◆ **RECORDS FOR THIS TASK**
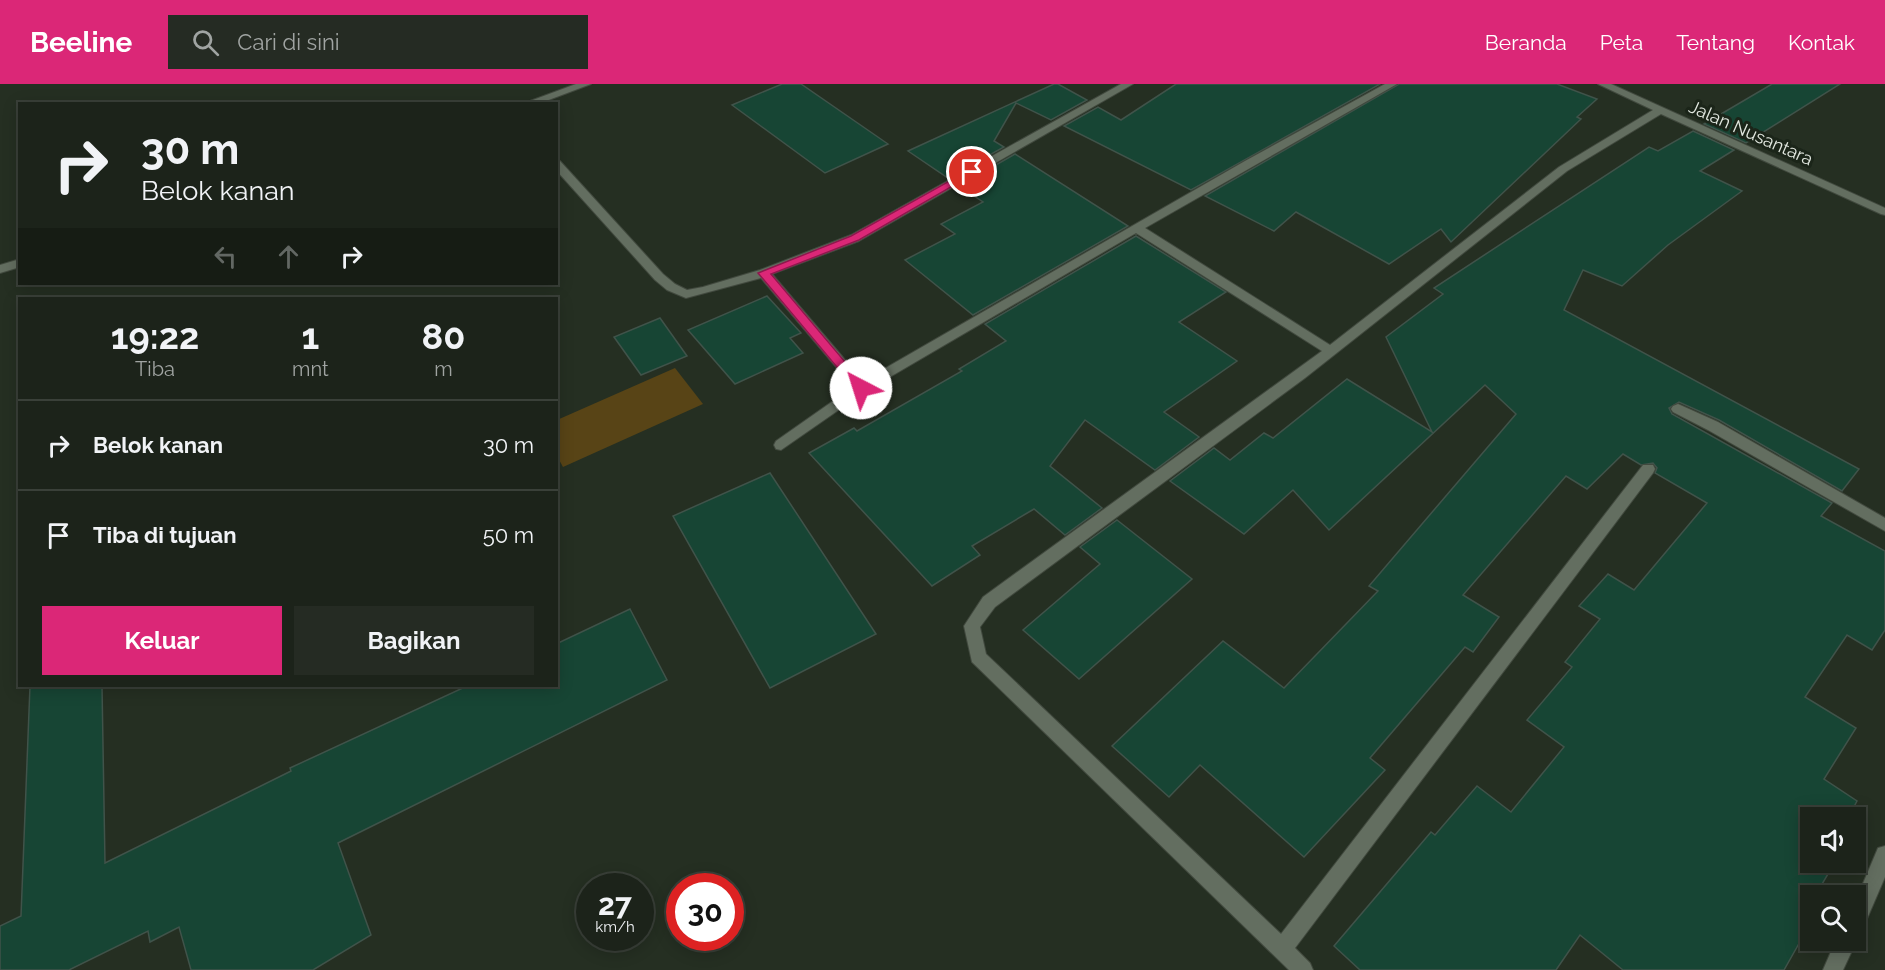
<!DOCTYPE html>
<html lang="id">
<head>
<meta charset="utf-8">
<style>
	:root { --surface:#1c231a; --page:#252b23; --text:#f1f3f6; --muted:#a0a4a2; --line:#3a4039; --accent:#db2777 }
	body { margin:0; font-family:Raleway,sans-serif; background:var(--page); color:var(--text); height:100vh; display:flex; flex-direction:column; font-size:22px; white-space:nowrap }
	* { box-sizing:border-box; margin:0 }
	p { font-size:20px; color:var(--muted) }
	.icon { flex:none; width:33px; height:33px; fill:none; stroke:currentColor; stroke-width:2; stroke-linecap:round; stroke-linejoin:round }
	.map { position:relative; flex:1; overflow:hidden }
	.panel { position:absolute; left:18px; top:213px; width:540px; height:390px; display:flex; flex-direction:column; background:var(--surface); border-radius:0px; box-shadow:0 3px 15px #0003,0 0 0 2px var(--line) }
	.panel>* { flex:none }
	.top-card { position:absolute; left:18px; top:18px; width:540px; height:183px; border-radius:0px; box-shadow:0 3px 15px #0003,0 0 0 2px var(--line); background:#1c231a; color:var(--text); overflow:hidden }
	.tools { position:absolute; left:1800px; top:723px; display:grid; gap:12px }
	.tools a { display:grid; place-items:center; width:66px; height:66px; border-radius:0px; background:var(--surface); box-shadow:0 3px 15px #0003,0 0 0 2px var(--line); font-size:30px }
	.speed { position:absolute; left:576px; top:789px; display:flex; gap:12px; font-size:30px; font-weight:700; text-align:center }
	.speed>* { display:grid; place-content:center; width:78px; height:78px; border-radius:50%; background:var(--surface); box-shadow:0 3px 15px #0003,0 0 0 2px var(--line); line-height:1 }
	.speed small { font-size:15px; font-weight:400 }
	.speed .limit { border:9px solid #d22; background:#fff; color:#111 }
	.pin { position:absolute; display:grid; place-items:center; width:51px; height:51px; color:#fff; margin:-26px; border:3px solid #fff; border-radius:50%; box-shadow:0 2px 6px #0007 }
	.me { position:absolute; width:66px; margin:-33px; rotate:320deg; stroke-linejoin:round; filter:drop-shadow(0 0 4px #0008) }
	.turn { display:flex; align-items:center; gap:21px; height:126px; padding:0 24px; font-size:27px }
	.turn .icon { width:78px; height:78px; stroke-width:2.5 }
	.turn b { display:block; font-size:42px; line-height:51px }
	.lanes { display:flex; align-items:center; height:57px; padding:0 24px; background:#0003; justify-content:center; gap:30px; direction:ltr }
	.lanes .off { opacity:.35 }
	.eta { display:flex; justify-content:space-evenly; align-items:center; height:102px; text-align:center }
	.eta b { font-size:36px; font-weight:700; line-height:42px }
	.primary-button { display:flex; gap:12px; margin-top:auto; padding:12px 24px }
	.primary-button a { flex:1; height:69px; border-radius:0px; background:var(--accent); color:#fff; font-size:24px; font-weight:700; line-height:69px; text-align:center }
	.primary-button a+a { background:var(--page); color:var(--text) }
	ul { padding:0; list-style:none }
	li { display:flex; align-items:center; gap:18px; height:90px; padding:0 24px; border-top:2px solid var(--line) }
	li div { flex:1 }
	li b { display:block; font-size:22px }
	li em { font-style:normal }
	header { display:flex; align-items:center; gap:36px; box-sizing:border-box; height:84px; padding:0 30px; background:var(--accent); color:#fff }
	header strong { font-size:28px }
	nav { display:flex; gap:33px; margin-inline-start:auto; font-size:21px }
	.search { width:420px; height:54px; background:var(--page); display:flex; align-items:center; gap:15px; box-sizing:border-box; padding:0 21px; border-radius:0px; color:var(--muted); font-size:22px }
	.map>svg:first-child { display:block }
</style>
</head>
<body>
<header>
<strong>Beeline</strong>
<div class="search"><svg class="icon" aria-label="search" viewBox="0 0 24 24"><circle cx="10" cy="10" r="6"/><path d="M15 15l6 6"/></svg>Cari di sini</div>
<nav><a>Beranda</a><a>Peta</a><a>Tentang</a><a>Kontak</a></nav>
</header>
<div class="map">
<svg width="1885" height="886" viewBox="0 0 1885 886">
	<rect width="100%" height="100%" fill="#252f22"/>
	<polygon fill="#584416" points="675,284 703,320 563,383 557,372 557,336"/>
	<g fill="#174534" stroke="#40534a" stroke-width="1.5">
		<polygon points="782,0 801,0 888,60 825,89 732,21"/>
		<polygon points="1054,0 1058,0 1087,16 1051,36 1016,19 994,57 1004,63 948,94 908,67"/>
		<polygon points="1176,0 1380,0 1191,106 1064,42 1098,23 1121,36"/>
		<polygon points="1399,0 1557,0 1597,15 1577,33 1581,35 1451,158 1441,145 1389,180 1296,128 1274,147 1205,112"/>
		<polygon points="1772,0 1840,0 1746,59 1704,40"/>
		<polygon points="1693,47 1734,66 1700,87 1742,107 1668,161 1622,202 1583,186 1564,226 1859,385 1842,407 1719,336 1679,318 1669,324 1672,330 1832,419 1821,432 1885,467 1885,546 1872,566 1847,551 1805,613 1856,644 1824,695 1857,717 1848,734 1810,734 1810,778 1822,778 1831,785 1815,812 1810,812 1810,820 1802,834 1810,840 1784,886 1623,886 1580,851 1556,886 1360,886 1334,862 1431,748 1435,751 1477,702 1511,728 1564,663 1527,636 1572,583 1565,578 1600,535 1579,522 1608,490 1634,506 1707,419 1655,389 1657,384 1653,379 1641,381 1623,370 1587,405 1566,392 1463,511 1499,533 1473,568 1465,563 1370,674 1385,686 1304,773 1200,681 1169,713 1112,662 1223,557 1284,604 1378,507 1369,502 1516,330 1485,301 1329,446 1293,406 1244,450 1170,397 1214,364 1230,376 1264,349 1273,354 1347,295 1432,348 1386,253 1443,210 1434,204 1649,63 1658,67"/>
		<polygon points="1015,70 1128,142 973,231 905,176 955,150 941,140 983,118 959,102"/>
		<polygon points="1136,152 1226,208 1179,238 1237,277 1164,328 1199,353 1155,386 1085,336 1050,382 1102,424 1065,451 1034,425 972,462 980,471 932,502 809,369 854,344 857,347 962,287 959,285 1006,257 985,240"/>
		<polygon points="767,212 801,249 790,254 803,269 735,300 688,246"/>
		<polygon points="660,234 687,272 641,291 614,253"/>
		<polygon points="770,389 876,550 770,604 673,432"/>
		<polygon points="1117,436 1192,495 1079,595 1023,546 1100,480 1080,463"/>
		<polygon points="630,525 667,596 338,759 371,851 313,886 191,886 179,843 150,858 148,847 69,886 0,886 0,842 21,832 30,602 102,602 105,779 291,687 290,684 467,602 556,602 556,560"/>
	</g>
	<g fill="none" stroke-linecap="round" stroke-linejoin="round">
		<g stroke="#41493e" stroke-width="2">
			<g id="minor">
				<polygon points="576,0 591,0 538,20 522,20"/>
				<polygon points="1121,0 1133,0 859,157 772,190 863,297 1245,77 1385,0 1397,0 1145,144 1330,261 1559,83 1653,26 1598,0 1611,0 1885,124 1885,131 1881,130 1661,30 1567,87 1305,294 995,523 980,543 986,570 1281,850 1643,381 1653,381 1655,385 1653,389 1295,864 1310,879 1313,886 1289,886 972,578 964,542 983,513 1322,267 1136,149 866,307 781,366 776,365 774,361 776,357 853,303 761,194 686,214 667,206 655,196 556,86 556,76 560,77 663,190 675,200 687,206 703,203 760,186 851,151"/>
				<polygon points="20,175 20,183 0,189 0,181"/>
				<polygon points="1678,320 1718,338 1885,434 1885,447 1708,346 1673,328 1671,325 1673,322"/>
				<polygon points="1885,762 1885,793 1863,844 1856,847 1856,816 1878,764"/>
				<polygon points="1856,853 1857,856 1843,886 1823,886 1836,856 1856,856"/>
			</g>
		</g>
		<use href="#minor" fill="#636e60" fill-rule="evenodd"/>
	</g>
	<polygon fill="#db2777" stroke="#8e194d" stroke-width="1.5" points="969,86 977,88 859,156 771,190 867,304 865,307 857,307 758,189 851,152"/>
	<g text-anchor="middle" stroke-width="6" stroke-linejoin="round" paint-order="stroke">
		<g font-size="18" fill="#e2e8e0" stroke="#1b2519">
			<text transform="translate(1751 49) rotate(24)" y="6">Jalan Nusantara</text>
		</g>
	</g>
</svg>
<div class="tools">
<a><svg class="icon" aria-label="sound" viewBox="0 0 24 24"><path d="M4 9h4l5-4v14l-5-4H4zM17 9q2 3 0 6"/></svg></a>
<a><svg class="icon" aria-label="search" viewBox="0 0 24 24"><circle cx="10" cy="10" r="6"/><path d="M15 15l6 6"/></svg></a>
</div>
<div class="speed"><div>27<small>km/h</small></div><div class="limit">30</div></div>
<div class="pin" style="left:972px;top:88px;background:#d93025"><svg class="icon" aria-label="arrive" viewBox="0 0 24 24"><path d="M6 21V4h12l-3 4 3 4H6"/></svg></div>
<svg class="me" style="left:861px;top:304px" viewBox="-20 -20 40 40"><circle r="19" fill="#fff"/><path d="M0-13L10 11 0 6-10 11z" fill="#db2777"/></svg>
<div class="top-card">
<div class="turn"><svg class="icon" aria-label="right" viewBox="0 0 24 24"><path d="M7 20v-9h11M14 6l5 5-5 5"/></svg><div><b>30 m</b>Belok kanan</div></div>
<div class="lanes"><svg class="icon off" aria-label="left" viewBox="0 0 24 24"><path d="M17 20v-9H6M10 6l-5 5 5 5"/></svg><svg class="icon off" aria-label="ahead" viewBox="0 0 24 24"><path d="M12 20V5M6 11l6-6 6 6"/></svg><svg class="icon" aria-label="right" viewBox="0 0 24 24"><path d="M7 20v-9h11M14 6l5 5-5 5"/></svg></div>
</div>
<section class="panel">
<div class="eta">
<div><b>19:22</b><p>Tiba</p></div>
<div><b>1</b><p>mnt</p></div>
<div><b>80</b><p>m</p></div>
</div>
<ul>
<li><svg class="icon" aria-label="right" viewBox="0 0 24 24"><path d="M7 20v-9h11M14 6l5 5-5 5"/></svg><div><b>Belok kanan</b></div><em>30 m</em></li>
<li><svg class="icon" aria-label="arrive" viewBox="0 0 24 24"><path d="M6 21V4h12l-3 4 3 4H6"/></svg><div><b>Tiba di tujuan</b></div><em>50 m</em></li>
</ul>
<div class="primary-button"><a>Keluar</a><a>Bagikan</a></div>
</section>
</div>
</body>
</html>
...
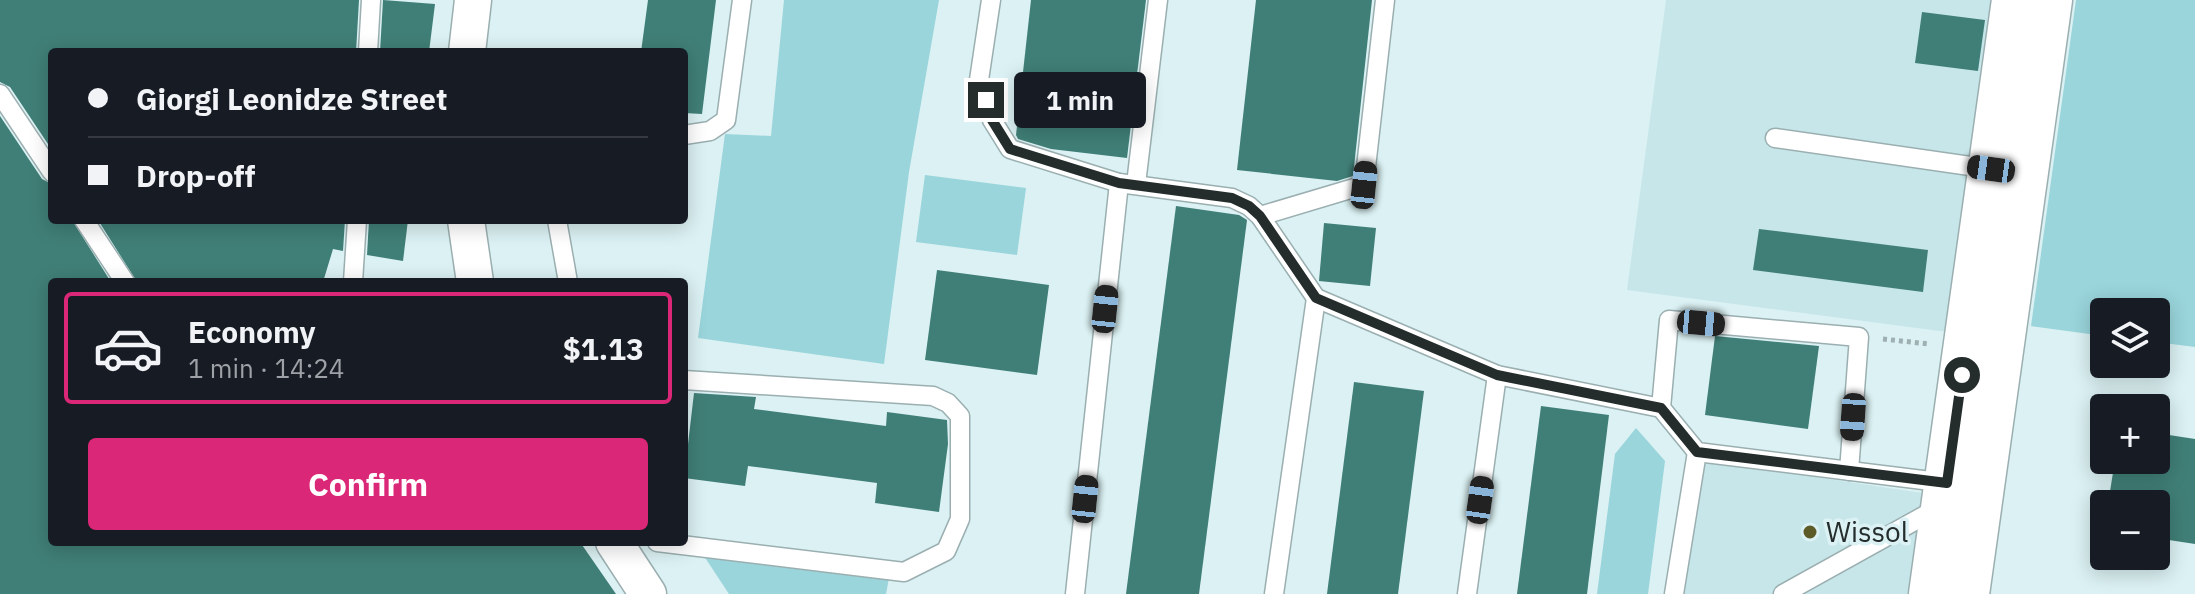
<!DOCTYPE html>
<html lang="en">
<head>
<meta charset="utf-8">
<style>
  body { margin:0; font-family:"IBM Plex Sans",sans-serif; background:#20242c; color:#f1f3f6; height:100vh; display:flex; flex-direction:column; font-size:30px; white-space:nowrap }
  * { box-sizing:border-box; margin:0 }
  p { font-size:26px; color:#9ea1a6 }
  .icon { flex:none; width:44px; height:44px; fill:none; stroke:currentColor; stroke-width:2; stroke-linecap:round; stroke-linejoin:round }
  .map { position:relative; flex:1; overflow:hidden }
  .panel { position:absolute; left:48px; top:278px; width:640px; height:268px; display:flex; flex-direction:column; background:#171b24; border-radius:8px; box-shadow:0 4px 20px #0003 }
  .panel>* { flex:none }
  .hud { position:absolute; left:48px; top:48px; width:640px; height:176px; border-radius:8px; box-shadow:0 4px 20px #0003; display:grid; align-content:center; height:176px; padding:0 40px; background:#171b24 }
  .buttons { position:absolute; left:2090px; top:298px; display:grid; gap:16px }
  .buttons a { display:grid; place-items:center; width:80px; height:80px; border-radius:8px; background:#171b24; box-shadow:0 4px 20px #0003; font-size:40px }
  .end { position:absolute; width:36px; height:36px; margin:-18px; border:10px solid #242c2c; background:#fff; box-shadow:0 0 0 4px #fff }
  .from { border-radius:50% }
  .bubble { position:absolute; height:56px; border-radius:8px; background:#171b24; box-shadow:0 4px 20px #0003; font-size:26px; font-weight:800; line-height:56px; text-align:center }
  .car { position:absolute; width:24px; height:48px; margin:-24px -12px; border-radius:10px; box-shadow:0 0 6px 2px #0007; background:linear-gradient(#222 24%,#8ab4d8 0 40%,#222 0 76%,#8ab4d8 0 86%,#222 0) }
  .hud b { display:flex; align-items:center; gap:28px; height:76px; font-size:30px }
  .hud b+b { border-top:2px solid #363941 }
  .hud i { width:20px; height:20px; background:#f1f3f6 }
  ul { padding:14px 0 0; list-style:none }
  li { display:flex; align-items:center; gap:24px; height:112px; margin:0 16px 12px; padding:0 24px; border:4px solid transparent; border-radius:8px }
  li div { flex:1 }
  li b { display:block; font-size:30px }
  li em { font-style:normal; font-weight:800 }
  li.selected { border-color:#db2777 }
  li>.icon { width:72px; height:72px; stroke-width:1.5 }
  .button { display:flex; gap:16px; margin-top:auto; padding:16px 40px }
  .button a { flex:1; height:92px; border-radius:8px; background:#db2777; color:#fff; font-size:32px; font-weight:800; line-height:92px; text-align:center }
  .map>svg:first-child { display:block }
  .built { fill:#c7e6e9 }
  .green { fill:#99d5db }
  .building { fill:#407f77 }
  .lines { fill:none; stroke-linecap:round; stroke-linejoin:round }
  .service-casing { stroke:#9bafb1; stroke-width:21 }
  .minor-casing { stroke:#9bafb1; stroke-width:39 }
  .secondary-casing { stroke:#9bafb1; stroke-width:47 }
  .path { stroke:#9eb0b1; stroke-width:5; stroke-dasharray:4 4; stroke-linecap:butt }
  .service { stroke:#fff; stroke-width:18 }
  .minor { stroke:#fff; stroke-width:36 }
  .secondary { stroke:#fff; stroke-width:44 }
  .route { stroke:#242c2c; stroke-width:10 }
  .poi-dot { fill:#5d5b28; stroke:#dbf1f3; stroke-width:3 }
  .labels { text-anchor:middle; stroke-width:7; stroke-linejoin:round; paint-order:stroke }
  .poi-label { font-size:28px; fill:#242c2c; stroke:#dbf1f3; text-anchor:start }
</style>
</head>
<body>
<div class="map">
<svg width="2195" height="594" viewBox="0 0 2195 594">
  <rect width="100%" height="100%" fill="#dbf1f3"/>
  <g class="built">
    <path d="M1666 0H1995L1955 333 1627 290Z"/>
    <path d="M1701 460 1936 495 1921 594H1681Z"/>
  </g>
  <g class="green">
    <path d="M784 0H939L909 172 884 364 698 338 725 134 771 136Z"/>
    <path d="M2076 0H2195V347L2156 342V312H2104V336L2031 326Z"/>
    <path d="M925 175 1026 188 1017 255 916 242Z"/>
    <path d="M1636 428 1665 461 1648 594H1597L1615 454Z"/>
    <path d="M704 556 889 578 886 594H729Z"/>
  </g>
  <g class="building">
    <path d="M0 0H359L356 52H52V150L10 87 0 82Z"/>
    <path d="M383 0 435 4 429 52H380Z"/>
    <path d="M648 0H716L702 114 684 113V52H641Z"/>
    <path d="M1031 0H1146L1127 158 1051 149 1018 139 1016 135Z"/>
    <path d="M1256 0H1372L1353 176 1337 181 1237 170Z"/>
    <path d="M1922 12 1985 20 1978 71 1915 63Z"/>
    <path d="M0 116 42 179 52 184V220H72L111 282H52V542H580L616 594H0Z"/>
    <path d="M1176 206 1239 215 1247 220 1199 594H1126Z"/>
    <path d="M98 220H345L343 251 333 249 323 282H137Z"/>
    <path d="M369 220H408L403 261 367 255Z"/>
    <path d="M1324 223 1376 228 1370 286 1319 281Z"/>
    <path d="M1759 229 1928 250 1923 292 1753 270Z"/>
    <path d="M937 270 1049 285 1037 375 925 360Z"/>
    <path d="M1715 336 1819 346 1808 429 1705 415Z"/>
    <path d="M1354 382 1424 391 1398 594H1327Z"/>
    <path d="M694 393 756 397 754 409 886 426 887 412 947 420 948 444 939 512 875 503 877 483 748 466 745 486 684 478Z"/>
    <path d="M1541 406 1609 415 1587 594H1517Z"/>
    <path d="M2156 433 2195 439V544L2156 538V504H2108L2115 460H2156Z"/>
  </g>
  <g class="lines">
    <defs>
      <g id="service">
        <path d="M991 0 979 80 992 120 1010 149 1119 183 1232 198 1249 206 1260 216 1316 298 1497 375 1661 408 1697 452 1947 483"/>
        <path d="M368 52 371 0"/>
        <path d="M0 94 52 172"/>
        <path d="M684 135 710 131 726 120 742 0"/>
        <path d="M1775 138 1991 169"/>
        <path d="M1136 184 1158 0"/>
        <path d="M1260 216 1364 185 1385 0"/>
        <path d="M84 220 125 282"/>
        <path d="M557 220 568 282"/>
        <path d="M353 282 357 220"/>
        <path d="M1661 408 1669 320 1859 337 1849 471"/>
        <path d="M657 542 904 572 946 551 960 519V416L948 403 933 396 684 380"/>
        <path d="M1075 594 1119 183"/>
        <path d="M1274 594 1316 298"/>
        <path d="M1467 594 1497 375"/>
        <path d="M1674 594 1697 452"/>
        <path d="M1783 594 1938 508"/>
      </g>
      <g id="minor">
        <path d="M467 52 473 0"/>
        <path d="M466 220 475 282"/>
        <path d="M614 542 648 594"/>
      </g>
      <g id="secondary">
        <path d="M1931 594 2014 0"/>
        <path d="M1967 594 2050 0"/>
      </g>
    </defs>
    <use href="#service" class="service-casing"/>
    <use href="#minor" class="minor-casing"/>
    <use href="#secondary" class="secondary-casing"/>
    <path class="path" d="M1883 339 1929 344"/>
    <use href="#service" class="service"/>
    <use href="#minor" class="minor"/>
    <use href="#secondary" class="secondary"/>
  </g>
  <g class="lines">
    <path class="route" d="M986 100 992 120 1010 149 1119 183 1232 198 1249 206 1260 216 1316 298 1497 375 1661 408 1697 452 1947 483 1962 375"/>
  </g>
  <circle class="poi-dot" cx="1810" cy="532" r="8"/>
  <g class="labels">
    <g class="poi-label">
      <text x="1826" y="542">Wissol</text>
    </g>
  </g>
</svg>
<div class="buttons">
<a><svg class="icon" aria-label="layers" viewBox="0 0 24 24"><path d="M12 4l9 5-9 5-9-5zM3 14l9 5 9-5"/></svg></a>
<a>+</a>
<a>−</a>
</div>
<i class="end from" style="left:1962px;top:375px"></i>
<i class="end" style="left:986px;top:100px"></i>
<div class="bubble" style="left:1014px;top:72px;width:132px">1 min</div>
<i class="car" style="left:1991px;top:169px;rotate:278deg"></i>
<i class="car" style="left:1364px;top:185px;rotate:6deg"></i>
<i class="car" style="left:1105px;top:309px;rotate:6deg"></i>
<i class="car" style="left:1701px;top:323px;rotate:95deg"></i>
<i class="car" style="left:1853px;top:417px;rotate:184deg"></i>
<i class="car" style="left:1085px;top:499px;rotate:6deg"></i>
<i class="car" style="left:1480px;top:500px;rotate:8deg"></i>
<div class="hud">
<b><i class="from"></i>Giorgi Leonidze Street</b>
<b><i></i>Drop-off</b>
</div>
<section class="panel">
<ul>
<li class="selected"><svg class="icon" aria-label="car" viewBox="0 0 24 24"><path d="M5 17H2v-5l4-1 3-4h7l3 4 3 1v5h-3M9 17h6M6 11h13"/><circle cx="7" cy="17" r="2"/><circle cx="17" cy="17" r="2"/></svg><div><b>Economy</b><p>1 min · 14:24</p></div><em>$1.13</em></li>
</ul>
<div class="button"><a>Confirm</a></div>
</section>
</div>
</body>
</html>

◆ **TASK TO COMPLETE**
Give the number of lines in the listing above that contain "grid", and nothing else.

◆ **RESPONSE**
7